BET SpringBling, a three-day affair in Daytona, Fla.
“The women were being sexually harassed and groped on the street,” he recently recalled in an interview with PopWatch. “I knew that stuff like that happened, but the level of the degradation that was going on down there was surprising, shocking and also very sad. Very sad.”

Homophobia
You realize it’s a touchy subject when Hurst asks Busta Rhymes about it and the rapper walks out of the room saying, “I can’t even talk to you about that. With all due respect, I ain’t trying to offend nobody… what I represent culturally doesn’t condone it whatsoever.” Hurt believes this kind of thinking is deep-seeded in black history. “Black people who are close-minded about sexual orientation, it’s hard for them to make that connection because there’s this emotional attachment to like the civil rights movement, to slavery, to being oppressed,” he says. “There’s also something about gay people being seen as less-than and devalued. You don’t want to be put in that same category with gay people. And then you have to factor in the impact that religious institutions have had on the minds of black people when it comes to homosexuality. Also, if you’re sympathetic towards gay people it makes you seem less hard. And that’s something I had to consider. Just by me including homophobia and homoeroticism in my film, I knew that there were going to be people who were going to question whether I was straight or gay.”

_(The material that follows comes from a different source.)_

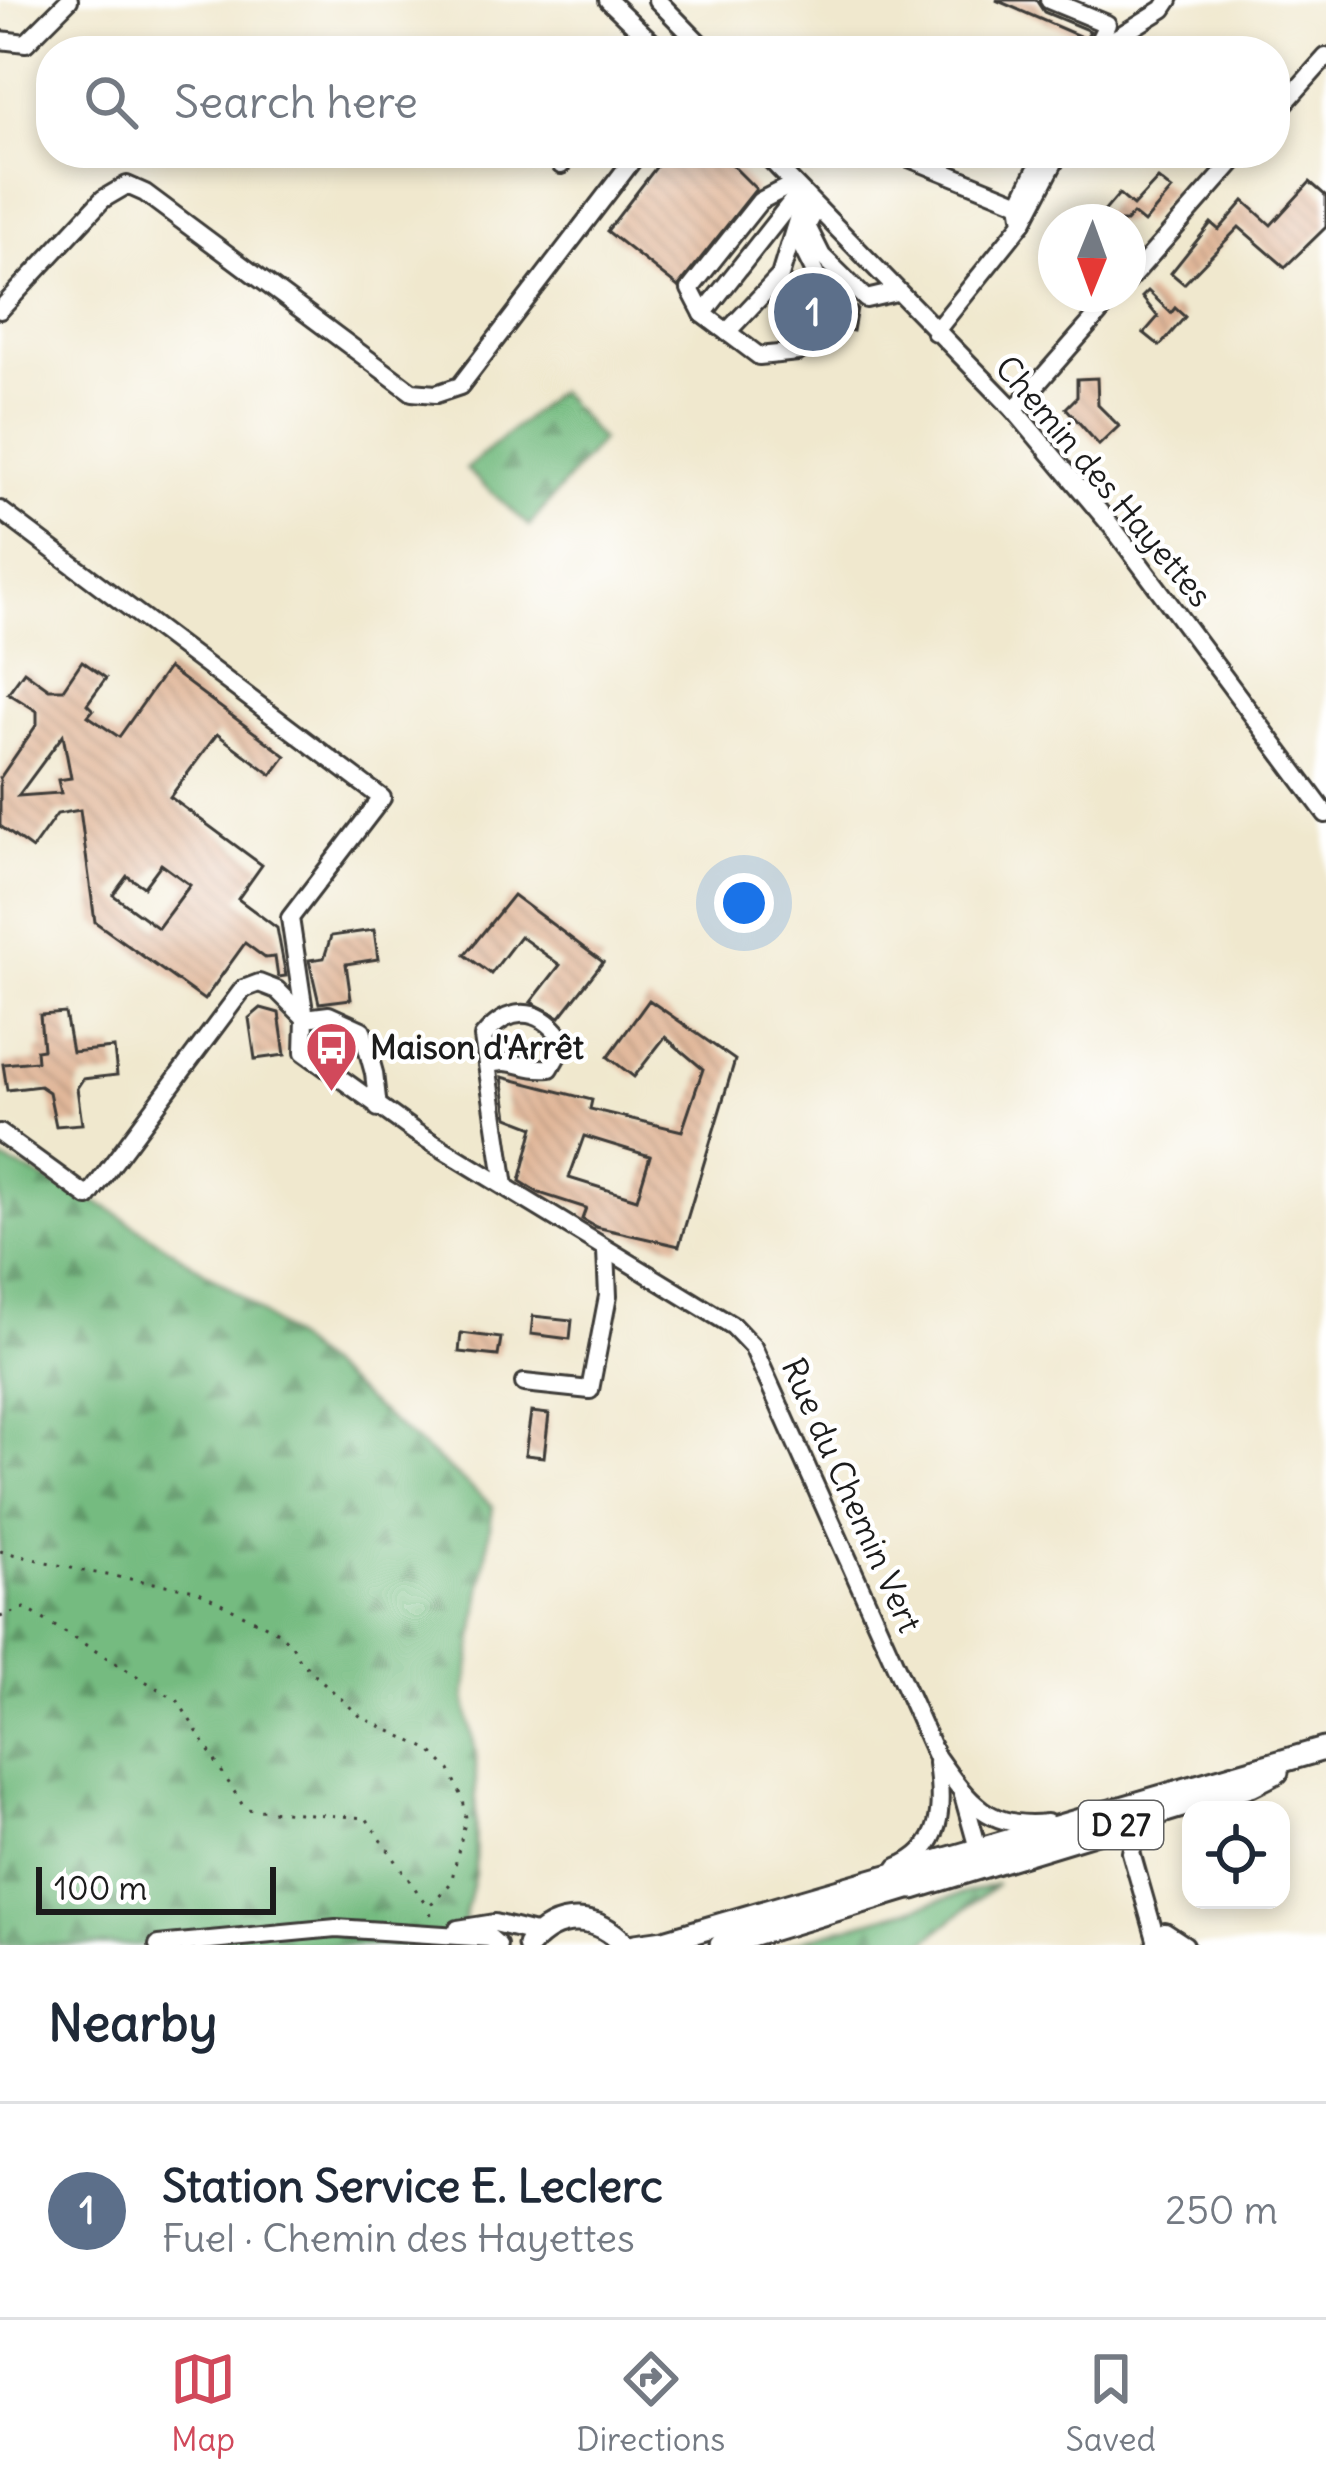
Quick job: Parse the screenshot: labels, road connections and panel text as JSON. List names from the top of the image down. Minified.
{"streets":{"main road":["D 27"],"street":["Chemin des Hayettes","Rue du Chemin Vert"]},"places":{"bus stop":["Maison d'Arrêt"]},"scale_bar":"100 m","north":"bottom","page":{"search":"Search here","pins":"1","scale":"100 m","heading":"Nearby","list":[{"mark":"1","name":"Station Service E. Leclerc","note":"Fuel · Chemin des Hayettes","value":"250 m"}],"nav":["Map","Directions","Saved"]}}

Did he just say homoeroticism?
Yep. Ironic, dontcha think? He makes a good point here: Ladies aren’t the only ones looking at the oiled-up muscular rappers featured on the covers of hip-hop magazines.

Some women aren’t helping the problem.
In Daytona, some women are asked about whether they are offended by being called bitches in some rap lyrics, but they say that’s the guy’s own personal problem and they‘re not really talk about them, per se. Hurt is flabbergasted, and adds in the doc that “It’s funny when I hear women say, ‘When these rappers are calling women bitches and hos, they’re not talking about me.’ It’s like, ‘Yo, they are talking about you. If George Bush was to get on national TV and make a speech and he started calling black people n—-rs, would you be like, ‘I don’t know who George Bush is talking about, but he isn’t talking about me’?”

Young people are sick of being pigeonholed.
But they feel like they have no choice. Young rappers feel that the industry doesn’t want to hear them rapping about righteousness, that the only thing that sells are raps about bulletproof vests and the number of women at their beck and call. But Hurt thinks there’s hope. “I think a lot more young people are questioning and challenging what they’re receiving than most people think,” he says. “I’ve been going around the country showing this film, and I think you would be surprised by how many young people are tired of what they’re seeing.”

We want to hear from you, PopWatchers
Are you tired of seeing the same old images and stereotypes being presented in lyrics and music videos? Do you think a well-known rapper could come out of the closet and still be successful? Do you think rappers are conflicted: on the one hand they’re rapping about the rough upbringing they might have had, which historically has been the way people vent about their lives, and then on the other are trying to be good citizens? (Nelly, for instance, is known for his misogynistic lyrics but at the same time he gives back to the community through various philanthropic efforts.) Why do hip-hop artists have to act like they’re hard?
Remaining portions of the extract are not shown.